The theoretical answer involves Little's Law
<https://en.wikipedia.org/wiki/Little%27s_law> (*L=λW*). But the practical
experience is, as you say, dependent on a fair number of factors. We wrote
a recent blog
<https://www.scylladb.com/2019/11/20/maximizing-performance-via-concurrency-while-minimizing-timeouts-in-distributed-databases/>
that
should be applicable to your thought processes about parallelism,
throughput, latency, and timeouts.

Earlier this year, we also wrote a blog about sizing Scylla clusters
<https://www.scylladb.com/2019/06/20/sizing-up-your-scylla-cluster/> that
touches on latency and throughput. For example a general rule of thumb is
that with the current generation of Intel cores, for payloads of <1kb you
can get ~12.5k ops/core with Scylla.

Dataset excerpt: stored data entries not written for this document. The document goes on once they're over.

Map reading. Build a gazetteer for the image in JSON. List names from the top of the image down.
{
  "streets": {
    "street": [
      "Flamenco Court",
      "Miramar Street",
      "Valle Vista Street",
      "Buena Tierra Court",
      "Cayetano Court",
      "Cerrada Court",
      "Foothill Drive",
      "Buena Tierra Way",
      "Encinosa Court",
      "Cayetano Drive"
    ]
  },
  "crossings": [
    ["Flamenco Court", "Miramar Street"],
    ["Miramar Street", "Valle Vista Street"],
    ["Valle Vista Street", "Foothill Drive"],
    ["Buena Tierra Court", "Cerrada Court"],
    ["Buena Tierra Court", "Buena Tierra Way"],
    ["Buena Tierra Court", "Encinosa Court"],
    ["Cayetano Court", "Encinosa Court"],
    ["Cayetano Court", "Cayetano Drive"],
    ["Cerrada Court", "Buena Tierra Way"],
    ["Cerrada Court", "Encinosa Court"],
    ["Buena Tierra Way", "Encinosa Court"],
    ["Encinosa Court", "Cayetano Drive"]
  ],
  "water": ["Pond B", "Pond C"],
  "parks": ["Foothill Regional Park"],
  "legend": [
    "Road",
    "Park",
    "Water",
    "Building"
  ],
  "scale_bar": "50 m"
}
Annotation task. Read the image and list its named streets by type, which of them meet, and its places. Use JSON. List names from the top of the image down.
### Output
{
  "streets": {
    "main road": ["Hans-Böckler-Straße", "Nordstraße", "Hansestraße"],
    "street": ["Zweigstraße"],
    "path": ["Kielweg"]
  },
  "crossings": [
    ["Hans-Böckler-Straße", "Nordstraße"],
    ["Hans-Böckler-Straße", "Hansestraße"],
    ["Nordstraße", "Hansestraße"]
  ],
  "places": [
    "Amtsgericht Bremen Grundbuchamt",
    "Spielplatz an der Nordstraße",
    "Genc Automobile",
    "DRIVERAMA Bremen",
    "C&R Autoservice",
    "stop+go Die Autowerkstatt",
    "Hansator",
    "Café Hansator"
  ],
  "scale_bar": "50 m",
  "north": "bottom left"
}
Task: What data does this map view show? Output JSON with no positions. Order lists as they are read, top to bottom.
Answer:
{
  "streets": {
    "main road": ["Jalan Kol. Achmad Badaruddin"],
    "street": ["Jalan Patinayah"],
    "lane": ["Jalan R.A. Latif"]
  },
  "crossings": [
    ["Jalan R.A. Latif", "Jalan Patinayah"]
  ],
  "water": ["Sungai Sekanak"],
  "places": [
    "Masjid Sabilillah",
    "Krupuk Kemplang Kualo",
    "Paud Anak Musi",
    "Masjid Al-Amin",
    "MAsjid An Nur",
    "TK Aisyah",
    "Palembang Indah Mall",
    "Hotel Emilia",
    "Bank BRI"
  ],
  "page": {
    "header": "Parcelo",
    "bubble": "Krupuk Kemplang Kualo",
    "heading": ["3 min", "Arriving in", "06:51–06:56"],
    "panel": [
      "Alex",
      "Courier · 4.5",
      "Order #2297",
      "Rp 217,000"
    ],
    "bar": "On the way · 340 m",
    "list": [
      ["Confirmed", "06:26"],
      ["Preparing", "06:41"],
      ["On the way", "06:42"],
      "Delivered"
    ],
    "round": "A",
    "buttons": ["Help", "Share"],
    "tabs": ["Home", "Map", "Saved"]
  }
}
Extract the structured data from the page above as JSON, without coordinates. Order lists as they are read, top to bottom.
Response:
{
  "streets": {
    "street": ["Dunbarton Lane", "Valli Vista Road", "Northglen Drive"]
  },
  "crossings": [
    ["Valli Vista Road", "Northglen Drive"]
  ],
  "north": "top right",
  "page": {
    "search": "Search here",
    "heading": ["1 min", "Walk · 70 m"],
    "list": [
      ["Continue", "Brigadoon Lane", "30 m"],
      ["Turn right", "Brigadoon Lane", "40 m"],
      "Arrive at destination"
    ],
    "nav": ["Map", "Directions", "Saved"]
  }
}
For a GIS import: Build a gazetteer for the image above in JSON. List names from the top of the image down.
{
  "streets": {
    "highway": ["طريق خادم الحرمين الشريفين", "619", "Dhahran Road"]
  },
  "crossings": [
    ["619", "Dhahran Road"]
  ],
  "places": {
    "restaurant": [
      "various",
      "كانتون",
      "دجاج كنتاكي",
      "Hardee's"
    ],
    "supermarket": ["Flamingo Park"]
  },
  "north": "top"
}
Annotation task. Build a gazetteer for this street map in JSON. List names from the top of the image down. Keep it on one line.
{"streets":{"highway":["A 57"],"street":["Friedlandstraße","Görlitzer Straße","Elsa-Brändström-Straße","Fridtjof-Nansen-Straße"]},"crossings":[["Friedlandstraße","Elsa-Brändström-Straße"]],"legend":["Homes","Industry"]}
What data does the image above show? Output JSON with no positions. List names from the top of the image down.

If there are similar blogs about
sizing Cassandra clusters, I'd be interested in reading them as well!

Also, in terms of latency, I want to point out that there is a great deal
dependent on the nature of your data, queries and caching. For example, if
you have a very low cache hit rate, expect greater latencies — data will
still need to be read from storage even if you add more nodes.

On Tue, Dec 10, 2019 at 6:57 AM Fred Habash <fm...@gmail.com> wrote:

> I'm looking for an empirical way to answer these two question:
>
> 1. If I increase application work load (read/write requests) by some
> percentage, how is it going to affect read/write latency. Of course, all
> other factors remaining constant e.g. ec2 instance class, ssd specs, number
> of nodes, etc.
>
> 2) How many nodes do I have to add to maintain a given read/write latency?
>
> Are there are any methods or instruments out there that can help answer
> these que
>
>
>
> ----------------------------------------
> Thank you
>
>
>

-- 
Peter Corless
Technical Marketing Manager
ScyllaDB
e: peter@scylladb.com
t: @petercorless <https://twitter.com/PeterCorless>
v: 650-906-3134

Re: Predicting Read/Write Latency as a Function of Total Requests & Cluster Size

Posted by Reid Pinchback <rp...@tripadvisor.com>.
Latency SLAs are very much *not* Cassandra’s sweet spot, scaling throughput and storage is more where C*’s strengths shine.  If you want just median latency you’ll find things a bit more amenable to modeling, but not if you have 2 nines and particularly not 3 nines SLA expectations.  Basically, the harder you push on the nodes, the more you get sporadic but non-ignorable timing artifacts due to garbage collection and IO stalls when the flushing of the writes can choke out the disk reads.  Also, running in AWS, you’ll find that noisy neighbors are a routine issue no matter what the specifics of your use.

What your actual data model is, and what your patterns of reads and writes are, the impact of deletes and TTLs requiring tombstone cleanup, etc., all dramatically change the picture.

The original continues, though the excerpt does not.